Fierce fighting has been raging around Falluja since Iraq's military launched an offensive Monday to reclaim the traditionally Sunni-dominated city, about 65 kilometers (40 miles) west of Baghdad, from the terror group.
And with tens of thousands of residents unable to flee the clutches of ISIS, the U.N. fears that civilians will pay a heavy toll for the liberation of the city.
Iraq's air force has airdropped thousands of leaflets on Falluja instructing residents to leave and promising them passage through "safe corridors" established by the military to camps outside the city.
The government has set up a hotline for residents to call or text if they require evacuation, while state television has broadcast advisories to residents to wave white flags over their homes if they can't flee, and to stay away from ISIS facilities and gatherings.
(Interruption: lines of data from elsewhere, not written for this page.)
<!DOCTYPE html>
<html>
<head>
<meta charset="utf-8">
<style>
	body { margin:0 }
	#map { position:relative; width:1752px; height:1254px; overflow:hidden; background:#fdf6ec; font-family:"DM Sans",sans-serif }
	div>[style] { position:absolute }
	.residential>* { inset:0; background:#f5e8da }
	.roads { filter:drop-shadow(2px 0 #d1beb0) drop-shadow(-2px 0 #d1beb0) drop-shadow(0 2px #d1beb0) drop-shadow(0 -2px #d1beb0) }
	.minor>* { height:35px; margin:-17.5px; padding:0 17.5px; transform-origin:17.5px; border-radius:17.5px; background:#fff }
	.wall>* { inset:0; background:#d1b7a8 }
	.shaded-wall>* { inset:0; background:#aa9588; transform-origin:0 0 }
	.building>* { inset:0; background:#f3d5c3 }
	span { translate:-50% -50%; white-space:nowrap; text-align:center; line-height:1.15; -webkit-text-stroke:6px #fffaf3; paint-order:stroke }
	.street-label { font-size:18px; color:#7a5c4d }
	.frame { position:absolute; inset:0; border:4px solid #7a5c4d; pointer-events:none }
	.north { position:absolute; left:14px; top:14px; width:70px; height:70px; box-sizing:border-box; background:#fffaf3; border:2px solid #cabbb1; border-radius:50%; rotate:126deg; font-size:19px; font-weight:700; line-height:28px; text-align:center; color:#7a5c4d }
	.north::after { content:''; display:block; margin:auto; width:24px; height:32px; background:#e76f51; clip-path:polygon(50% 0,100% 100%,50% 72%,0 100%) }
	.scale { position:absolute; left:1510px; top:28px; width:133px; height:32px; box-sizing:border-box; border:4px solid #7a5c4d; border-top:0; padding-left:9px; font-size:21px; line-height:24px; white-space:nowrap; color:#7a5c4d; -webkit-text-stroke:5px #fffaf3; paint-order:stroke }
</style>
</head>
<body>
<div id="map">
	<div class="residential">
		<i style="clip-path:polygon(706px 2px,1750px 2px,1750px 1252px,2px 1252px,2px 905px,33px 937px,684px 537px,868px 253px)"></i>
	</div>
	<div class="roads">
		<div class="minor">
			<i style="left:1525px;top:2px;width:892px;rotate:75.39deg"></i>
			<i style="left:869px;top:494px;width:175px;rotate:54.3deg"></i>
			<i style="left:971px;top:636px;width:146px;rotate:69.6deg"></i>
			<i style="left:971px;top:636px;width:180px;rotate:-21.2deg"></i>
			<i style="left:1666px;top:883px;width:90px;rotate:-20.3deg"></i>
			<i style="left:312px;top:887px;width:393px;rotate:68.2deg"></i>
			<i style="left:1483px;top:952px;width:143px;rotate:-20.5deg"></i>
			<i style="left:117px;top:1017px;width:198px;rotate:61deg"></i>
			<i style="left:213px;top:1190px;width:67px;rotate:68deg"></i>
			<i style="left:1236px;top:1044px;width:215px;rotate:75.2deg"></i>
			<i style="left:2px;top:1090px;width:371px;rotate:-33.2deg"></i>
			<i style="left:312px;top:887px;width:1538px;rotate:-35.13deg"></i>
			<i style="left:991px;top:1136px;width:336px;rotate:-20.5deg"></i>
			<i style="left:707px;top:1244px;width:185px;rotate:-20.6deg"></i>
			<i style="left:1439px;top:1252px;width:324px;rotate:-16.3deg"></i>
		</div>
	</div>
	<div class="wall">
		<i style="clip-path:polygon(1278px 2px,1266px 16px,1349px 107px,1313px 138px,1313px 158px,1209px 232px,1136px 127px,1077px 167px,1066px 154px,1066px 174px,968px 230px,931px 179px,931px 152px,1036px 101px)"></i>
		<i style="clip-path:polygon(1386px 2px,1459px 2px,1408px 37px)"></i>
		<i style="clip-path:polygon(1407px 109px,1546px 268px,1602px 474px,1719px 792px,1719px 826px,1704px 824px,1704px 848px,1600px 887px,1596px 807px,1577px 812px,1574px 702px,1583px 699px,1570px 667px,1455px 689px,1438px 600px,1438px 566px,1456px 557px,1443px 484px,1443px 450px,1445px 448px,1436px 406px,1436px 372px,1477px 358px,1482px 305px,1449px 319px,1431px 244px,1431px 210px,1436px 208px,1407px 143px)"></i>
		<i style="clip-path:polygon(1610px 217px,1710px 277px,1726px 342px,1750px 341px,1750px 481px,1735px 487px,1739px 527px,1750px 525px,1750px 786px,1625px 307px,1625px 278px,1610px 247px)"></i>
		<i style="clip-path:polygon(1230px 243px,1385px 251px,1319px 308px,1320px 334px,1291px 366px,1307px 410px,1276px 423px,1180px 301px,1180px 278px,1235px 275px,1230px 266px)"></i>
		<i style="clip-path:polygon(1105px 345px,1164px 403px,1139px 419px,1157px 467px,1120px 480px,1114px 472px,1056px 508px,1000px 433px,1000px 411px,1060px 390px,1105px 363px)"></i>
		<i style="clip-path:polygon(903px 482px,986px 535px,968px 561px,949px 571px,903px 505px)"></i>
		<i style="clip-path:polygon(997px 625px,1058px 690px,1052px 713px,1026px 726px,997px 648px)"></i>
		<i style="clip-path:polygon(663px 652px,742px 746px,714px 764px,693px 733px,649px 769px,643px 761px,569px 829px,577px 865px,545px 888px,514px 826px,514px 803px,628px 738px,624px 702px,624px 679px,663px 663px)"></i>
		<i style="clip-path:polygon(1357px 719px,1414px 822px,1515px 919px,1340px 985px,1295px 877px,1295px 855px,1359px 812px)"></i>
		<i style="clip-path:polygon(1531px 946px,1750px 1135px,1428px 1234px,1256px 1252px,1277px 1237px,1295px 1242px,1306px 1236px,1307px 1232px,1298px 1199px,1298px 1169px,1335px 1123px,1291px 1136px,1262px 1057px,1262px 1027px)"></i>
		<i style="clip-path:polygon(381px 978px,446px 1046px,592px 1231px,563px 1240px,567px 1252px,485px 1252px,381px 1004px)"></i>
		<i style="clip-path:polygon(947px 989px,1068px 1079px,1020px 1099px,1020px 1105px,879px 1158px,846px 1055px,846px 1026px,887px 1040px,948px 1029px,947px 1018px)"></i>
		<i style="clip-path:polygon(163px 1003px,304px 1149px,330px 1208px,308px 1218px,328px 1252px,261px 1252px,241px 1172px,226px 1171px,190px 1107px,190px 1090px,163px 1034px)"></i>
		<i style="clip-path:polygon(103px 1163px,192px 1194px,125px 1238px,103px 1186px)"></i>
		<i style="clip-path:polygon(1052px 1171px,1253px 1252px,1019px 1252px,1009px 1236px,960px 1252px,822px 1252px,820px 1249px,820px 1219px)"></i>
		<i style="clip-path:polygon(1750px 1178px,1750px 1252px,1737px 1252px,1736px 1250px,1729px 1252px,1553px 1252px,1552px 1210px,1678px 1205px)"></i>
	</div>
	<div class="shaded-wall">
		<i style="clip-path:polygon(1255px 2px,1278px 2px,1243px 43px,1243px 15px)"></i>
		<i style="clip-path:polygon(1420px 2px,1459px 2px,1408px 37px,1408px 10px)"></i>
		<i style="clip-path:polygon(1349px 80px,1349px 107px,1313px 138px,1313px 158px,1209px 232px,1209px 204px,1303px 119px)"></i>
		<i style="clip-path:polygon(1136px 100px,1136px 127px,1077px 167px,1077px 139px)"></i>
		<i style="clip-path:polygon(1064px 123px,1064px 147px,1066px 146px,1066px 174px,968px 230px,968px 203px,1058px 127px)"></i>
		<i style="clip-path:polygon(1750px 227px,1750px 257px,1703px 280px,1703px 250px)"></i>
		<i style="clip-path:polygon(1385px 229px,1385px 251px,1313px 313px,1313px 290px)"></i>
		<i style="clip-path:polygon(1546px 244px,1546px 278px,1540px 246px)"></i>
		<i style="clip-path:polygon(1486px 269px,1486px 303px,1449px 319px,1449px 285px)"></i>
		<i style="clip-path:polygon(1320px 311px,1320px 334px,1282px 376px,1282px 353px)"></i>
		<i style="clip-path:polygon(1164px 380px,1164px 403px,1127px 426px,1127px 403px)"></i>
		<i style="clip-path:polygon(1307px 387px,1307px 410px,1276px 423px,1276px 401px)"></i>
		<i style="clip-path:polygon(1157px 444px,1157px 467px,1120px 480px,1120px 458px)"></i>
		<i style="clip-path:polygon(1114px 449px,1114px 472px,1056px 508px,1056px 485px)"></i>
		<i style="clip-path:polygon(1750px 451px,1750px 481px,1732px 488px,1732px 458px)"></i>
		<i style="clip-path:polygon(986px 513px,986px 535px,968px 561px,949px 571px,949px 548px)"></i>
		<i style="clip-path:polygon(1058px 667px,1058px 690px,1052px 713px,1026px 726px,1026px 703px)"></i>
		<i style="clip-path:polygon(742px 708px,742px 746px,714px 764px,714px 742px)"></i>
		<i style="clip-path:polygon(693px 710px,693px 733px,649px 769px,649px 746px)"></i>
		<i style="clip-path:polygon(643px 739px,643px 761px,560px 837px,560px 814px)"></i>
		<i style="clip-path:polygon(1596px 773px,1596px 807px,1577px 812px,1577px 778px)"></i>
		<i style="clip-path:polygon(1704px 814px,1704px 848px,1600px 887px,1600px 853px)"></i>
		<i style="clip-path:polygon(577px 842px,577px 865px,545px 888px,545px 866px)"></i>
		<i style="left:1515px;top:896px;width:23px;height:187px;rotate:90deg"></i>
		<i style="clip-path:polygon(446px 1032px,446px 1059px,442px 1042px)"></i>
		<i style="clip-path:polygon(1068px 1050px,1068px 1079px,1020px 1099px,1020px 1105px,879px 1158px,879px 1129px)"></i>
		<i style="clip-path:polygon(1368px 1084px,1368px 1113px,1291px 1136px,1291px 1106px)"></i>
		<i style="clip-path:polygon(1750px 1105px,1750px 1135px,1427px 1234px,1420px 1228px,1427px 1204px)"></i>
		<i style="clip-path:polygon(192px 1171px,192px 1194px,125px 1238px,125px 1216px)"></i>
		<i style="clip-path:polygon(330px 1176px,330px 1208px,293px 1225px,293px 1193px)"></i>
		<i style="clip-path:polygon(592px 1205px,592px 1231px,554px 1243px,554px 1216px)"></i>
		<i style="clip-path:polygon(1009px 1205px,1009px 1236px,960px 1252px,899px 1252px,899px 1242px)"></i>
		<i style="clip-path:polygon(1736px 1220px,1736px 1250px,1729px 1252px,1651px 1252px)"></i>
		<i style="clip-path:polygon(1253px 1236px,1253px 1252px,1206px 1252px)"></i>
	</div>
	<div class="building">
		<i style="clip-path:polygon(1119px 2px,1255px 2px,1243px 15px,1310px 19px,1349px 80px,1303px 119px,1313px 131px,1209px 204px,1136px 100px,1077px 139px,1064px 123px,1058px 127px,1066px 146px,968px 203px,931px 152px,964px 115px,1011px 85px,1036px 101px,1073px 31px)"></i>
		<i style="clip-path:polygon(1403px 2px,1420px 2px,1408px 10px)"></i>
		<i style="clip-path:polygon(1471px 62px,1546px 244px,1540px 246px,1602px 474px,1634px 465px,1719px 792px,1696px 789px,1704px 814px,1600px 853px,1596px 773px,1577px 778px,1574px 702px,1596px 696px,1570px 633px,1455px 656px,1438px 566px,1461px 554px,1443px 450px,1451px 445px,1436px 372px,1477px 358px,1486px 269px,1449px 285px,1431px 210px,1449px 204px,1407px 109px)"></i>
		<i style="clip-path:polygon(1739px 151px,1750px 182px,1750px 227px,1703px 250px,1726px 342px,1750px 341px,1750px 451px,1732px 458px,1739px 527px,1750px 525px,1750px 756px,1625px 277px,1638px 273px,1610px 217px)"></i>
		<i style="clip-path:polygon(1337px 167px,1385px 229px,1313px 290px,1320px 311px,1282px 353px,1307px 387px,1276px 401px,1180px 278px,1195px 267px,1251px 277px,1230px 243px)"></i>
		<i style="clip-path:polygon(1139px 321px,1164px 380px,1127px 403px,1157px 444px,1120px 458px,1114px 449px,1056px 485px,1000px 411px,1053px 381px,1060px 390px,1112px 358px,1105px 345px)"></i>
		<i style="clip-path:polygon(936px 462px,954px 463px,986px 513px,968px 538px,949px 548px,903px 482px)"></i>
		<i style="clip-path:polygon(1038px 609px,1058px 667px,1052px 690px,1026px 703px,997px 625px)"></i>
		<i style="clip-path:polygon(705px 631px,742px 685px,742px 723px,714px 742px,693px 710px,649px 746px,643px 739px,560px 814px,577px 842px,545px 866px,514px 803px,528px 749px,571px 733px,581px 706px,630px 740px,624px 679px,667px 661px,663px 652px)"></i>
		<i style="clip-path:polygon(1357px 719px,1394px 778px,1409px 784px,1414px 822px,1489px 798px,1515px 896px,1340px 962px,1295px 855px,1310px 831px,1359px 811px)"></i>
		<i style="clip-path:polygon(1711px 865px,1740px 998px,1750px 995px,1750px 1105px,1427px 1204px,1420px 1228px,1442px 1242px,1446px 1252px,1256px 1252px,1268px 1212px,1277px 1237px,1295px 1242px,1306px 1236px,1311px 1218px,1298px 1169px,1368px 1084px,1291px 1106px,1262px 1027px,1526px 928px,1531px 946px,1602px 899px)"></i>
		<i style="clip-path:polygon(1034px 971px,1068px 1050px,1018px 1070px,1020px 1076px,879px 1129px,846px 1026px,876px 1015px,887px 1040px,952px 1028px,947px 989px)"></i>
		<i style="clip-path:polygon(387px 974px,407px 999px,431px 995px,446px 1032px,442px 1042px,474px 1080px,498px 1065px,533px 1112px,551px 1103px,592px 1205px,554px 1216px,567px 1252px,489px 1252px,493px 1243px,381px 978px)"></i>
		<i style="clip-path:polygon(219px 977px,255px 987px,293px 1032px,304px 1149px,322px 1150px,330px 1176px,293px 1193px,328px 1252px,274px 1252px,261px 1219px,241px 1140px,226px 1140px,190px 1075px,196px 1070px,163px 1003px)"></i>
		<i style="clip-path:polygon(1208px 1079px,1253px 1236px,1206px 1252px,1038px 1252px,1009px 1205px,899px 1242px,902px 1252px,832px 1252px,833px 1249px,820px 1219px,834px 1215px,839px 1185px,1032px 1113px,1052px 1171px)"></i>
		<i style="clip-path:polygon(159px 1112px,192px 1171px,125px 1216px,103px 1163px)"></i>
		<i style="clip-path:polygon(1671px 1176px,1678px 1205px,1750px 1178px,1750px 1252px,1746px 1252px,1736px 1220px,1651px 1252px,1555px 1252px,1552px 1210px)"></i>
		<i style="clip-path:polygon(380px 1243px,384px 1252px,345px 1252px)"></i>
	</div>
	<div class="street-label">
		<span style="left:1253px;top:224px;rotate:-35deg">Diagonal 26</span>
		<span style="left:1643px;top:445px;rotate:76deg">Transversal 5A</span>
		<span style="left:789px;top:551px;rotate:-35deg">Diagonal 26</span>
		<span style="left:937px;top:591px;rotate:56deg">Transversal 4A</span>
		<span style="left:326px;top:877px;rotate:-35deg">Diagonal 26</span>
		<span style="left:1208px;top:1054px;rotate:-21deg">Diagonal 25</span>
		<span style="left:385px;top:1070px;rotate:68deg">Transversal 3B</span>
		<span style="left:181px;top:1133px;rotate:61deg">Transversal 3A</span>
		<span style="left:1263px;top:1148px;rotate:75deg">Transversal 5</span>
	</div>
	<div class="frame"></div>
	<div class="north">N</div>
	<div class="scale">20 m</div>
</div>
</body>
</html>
But activists say ISIS has been preventing residents from leaving, and has cut many communication lines — leaving thousands potentially caught in the crossfire between government troops, backed by Shiite militia and tribal fighters, and the Sunni terror group.
An estimated 10,000 families remain trapped in the city "in a very precarious situation," the U.N. said in a statement.
The push on Falluja comes as an alliance of U.S.-backed Kurdish and Arab forces announced Tuesday that an offensive was underway to retake areas to the north of the de facto ISIS capital of Raqqa, in neighboring Syria.